This message was deleted.
# k3s
a
This message was deleted.
c
that looks to me like you’ve got bad content in your resolv.conf, but I can’t tell what it is
n
This is in the resolv.conf of the k3s node. Or would it be in the pod?
Copy code
nameserver 127.0.0.53
options edns0 trust-ad
search gmn.local
This is the one inside the pod:
Copy code
search gmn.local
nameserver 10.10.1.10
nameserver 1.1.1.1
nameserver 9.9.9.9
When I exec into the pod (added a sleep command before it crashed) and try to curl the rancher instance, I get an SSL error. Is it possible the self signed cert is causing the issue?
Copy code
cattle-cluster-agent-859976c8f-qxzrp:/var/lib/rancher # curl <https://rancher.gmn.local/ping>
curl: (60) SSL certificate problem: self signed certificate
More details here: <https://curl.haxx.se/docs/sslcerts.html>

curl failed to verify the legitimacy of the server and therefore could not
establish a secure connection to it. To learn more about this situation and
how to fix it, please visit the web page mentioned above.
It's odd how it's worked fine, but now isn't.
r
I've noticed that with newer Ubuntu and we fixed by editing the coredns config map to pass in valid DNS to get outside (the 127.0.0.53 that the host OS uses is invalid in the pod as all localhost goes to pod within pod). The weird thing is on the same distro with the same DNS config, sometimes it works without tweaks, other times it needs to coredns change and occasionally loses it and needs it set again (though the losing it we found was from something we were doing through argocd in prometheus config being a bit overly broad).
n
I have added the entry into coredns config map under the
customdomains.db
key and then mounted that volume which helped the resolution be 100% of the time, but for some reason after it resolves it, it shows that
parse error
.
r
I don't have a setup handy to check, but in ours we just added another DNS server IP to the right of another piece of the config.
n
I got this fixed.
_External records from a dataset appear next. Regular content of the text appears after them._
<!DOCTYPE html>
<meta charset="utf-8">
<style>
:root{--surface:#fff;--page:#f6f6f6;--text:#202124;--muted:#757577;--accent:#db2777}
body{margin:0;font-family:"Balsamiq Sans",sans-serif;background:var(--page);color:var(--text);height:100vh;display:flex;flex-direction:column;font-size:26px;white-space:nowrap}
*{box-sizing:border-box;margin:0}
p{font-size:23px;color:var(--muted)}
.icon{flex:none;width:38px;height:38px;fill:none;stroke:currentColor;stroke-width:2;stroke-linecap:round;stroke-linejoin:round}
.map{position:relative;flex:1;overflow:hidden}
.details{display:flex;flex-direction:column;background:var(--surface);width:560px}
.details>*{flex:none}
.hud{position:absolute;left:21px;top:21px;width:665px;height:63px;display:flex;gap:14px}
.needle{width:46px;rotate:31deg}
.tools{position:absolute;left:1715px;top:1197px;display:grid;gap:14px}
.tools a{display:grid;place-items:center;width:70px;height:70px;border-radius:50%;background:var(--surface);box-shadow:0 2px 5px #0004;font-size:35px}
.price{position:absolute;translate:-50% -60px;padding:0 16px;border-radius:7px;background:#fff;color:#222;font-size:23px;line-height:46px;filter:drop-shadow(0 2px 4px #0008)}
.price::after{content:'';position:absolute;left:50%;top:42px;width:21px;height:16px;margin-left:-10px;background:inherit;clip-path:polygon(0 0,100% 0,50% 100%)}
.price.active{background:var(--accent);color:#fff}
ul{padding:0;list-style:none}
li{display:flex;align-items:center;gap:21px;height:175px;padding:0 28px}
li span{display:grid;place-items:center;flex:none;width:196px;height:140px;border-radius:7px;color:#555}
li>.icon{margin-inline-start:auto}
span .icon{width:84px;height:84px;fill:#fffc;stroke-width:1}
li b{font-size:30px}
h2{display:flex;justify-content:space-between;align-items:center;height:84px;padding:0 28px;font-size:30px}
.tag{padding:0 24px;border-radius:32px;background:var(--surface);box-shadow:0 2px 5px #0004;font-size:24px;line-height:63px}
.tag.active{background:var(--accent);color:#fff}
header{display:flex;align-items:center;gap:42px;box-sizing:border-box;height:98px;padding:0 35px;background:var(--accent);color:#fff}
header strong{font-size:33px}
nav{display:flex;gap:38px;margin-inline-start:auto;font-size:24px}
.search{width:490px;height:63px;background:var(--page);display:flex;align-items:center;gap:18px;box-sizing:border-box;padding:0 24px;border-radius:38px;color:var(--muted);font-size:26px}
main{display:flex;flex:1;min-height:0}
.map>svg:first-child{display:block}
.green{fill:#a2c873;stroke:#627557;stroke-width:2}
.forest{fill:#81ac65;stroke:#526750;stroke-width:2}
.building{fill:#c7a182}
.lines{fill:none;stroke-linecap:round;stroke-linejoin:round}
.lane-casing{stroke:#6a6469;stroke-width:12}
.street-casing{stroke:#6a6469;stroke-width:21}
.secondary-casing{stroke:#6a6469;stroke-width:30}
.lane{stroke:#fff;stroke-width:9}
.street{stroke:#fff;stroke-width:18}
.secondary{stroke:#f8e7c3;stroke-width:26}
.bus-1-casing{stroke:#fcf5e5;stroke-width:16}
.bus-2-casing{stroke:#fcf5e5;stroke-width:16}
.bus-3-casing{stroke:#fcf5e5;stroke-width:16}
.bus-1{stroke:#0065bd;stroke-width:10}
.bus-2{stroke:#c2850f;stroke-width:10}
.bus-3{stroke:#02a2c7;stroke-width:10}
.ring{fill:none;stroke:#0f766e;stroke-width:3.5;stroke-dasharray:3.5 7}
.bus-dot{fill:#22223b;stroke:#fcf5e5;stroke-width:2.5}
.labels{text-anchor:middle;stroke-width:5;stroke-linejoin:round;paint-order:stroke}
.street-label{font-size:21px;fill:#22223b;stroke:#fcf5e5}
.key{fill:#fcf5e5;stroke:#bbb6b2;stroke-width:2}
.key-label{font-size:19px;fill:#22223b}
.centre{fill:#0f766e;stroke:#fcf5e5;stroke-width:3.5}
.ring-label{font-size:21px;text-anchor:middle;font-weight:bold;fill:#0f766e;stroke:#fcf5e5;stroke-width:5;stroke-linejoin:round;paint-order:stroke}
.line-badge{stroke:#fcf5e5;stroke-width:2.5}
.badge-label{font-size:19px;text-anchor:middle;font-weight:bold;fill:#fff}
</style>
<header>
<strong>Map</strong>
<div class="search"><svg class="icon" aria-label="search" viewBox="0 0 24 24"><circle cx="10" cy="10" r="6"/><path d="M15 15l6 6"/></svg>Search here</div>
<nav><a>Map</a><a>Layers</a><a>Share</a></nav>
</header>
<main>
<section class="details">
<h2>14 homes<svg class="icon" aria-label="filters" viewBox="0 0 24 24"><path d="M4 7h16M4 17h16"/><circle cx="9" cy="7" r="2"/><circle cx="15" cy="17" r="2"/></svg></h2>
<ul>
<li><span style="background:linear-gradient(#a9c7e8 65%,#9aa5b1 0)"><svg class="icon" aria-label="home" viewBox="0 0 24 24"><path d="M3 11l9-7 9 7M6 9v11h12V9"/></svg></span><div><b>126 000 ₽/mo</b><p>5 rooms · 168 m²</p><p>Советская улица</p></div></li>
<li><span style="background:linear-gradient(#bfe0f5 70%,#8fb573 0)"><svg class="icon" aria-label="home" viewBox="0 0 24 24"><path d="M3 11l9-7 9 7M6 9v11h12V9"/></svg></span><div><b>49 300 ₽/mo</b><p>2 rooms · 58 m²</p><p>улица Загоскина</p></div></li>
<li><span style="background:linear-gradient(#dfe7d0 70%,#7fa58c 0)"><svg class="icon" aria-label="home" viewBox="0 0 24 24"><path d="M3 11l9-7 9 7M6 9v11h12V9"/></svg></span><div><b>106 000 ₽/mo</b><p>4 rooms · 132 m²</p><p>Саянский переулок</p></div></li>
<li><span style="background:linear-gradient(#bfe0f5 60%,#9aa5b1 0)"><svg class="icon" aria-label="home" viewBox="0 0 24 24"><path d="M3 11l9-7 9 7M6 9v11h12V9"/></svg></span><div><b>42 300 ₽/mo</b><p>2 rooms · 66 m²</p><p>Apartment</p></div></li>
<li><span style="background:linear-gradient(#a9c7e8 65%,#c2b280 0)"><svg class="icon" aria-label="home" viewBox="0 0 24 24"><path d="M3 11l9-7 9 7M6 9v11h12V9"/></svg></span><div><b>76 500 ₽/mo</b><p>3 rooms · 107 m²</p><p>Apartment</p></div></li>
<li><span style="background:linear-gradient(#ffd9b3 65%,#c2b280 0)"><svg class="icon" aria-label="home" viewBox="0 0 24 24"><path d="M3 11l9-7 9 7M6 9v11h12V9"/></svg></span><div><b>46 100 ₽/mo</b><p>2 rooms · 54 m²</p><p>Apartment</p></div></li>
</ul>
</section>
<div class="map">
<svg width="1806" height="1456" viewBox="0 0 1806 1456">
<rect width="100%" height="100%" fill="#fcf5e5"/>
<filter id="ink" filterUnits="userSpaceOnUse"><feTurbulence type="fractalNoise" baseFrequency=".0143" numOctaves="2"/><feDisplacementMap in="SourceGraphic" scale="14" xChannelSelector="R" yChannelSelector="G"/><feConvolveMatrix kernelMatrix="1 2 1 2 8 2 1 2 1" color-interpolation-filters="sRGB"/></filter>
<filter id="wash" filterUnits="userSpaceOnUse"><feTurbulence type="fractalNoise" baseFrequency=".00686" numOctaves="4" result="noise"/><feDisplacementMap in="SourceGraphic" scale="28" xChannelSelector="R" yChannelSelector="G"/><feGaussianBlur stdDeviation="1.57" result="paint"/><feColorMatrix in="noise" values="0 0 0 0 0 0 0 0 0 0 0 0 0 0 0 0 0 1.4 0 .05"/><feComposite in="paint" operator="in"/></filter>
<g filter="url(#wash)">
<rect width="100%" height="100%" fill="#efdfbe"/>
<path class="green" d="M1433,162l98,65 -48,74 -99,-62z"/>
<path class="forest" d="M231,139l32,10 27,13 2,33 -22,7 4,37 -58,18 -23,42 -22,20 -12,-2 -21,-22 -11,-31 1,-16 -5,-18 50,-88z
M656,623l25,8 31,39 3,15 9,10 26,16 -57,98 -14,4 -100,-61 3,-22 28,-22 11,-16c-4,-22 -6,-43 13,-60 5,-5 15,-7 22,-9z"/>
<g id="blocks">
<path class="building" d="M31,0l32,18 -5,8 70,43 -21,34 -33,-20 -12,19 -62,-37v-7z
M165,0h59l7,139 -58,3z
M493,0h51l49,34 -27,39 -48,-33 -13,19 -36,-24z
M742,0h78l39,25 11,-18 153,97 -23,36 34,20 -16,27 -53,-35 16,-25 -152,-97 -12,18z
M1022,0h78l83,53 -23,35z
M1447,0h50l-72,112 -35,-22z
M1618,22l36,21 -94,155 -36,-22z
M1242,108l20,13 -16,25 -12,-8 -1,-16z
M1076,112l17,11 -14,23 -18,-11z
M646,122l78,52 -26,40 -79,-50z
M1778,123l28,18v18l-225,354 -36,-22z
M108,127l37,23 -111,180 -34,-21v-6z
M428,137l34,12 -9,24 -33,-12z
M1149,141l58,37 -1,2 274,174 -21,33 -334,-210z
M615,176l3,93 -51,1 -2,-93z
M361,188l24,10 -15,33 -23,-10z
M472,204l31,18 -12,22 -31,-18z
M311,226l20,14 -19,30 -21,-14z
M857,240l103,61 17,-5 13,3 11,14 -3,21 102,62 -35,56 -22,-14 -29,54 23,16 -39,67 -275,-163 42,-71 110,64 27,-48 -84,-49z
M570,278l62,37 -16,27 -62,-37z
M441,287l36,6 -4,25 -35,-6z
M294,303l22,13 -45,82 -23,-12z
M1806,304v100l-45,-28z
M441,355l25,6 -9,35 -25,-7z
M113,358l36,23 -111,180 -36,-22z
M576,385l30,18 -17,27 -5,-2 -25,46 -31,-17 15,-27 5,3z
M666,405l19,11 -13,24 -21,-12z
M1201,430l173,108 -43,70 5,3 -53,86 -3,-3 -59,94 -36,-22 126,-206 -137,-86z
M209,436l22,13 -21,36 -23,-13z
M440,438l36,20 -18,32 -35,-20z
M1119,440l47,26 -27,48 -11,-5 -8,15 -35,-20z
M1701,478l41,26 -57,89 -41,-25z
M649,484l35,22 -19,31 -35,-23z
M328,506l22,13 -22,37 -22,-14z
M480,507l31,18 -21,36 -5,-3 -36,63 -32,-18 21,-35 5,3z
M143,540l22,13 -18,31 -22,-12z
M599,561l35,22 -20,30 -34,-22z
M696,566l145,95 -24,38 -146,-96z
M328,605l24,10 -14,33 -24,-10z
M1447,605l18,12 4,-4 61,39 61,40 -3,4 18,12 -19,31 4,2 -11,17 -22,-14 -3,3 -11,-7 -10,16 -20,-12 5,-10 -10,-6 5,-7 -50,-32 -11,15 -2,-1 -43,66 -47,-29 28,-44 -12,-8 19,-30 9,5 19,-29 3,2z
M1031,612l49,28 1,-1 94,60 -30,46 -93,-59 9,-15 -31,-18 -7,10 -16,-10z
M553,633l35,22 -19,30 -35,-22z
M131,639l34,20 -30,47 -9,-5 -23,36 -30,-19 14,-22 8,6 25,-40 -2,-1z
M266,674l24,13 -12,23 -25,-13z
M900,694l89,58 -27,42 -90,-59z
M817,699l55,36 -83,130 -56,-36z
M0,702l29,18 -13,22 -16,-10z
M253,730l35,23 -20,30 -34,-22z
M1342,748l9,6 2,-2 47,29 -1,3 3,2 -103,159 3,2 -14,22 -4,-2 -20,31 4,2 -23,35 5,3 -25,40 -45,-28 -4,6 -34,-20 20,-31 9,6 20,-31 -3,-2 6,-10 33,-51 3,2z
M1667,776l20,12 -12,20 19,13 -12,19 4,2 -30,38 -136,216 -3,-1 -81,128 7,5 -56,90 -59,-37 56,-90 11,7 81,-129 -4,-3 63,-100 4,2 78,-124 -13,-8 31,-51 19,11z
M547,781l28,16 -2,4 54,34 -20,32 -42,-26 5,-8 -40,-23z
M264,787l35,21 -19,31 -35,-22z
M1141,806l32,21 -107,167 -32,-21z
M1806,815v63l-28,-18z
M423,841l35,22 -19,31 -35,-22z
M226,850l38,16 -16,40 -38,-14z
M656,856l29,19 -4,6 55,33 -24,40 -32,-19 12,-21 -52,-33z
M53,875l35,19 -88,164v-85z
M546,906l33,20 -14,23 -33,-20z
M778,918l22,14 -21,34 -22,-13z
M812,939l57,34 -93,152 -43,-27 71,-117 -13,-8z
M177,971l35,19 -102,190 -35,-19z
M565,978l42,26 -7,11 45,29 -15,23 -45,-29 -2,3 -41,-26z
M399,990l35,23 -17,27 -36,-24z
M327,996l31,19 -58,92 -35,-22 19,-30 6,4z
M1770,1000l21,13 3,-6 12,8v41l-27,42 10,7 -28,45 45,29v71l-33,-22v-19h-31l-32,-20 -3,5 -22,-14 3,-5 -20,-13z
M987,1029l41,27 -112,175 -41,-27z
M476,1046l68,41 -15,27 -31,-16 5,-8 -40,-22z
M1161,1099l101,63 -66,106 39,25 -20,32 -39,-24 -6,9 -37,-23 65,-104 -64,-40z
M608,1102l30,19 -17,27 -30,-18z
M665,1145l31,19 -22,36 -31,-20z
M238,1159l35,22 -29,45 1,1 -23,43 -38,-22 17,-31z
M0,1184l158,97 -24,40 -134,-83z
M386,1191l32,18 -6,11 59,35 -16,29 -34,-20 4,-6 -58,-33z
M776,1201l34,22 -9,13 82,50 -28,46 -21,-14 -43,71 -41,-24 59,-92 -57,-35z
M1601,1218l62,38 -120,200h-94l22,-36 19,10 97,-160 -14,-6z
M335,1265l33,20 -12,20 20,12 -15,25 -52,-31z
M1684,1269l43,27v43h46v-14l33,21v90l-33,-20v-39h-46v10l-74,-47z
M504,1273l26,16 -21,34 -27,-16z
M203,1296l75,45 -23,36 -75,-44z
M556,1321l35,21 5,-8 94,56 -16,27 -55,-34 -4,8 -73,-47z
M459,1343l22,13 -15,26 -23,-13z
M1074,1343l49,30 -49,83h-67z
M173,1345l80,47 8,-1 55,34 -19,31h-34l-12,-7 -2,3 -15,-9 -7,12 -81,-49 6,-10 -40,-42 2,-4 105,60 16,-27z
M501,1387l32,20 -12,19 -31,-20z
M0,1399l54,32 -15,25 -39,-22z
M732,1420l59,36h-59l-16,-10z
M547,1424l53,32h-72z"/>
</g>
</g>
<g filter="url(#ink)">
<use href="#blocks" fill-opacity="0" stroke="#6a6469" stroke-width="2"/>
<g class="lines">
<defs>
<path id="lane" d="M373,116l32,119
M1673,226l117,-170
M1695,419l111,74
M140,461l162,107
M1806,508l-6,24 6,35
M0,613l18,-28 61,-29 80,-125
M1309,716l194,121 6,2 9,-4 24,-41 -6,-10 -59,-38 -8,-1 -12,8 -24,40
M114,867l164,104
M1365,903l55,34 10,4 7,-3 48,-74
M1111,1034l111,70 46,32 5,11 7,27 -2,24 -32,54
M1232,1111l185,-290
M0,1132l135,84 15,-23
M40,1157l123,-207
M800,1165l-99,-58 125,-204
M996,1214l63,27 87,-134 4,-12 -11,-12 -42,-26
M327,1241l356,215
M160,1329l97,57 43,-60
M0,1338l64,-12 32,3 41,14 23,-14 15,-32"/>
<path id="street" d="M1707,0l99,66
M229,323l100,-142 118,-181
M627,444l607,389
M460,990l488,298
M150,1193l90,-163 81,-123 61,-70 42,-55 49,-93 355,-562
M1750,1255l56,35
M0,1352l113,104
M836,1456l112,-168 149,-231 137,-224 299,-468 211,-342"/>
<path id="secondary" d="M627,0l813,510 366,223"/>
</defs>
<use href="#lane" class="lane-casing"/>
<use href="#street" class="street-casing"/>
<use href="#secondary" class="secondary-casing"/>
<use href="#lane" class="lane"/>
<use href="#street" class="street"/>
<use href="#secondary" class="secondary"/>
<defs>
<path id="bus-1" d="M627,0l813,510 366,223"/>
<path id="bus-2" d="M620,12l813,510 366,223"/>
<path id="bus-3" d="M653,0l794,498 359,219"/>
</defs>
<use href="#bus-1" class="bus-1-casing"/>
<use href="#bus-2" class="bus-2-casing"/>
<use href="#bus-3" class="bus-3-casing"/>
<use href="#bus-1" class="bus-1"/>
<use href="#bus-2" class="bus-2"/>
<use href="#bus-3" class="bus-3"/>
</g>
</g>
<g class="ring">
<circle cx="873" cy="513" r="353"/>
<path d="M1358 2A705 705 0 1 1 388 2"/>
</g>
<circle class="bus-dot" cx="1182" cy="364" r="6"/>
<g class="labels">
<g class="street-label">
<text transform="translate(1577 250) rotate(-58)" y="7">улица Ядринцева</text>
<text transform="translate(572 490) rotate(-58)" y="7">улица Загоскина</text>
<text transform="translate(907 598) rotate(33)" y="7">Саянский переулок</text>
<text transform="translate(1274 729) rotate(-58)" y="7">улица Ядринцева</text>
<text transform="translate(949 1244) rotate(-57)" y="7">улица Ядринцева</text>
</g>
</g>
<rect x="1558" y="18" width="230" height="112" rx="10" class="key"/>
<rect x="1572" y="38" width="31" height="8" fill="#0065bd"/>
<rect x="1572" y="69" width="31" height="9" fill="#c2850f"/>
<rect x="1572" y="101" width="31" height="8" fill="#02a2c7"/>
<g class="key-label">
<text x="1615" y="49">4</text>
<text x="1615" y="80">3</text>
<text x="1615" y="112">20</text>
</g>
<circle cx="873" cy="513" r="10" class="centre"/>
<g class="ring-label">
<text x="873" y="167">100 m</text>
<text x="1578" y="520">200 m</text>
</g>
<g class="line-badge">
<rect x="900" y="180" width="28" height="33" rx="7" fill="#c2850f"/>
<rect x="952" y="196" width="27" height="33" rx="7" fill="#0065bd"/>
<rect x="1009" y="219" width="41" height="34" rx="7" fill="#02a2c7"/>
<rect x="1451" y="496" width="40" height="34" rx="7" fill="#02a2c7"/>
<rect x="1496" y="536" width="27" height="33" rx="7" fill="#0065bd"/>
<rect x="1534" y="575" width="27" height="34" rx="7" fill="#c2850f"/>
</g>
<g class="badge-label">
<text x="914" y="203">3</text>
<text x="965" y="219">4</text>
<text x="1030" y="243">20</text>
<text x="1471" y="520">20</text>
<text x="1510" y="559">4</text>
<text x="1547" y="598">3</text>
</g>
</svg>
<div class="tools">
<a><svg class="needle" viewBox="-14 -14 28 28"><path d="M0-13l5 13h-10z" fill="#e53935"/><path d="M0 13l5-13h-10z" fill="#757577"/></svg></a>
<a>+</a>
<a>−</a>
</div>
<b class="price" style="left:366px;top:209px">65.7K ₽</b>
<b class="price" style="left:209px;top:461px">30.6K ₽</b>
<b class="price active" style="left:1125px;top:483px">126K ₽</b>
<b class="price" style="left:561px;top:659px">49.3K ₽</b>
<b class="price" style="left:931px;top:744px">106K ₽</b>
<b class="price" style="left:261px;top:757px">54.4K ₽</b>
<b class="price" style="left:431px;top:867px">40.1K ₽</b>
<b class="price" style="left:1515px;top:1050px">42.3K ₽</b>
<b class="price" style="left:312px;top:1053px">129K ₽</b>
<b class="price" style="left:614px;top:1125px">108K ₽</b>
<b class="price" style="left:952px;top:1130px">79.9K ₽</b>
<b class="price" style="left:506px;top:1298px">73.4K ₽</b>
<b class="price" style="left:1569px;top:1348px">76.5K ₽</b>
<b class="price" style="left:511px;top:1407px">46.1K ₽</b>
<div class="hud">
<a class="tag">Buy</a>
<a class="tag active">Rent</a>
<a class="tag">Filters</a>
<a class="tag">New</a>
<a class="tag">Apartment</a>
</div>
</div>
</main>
For some reason after a reboot of truenas on my LAN, it assumed the IP of the rancher server that the cluster agent was trying to connect to, so there was an issue when it tried to connect and got routed to the truenas server sometimes vs. the rancher server. I got here by manually mounting the SSL CA cert from rancher to the cattle-cluster-agent and removing the
CATTLE_CA_CHECKSUM
from the deployment config. Then watching the logs, it found that the SSL cert from the "rancher" server was not matching the one from the mounted path, which I knew was right. The CA cert it was getting from "rancher" was issued by XiSystems which I recognized as coming from the TrueNAS server, so after looking at the network interface config of truenas, it was also broadcasting on that IP, causing the overlap, even though I never configured it to have that IP. Once I removed it, the whole thing started working again.
r
Congrats on the find. IP collisions are things we assume don't happen and usually don't check for, but certainly can understandably hose network operations.
💯 1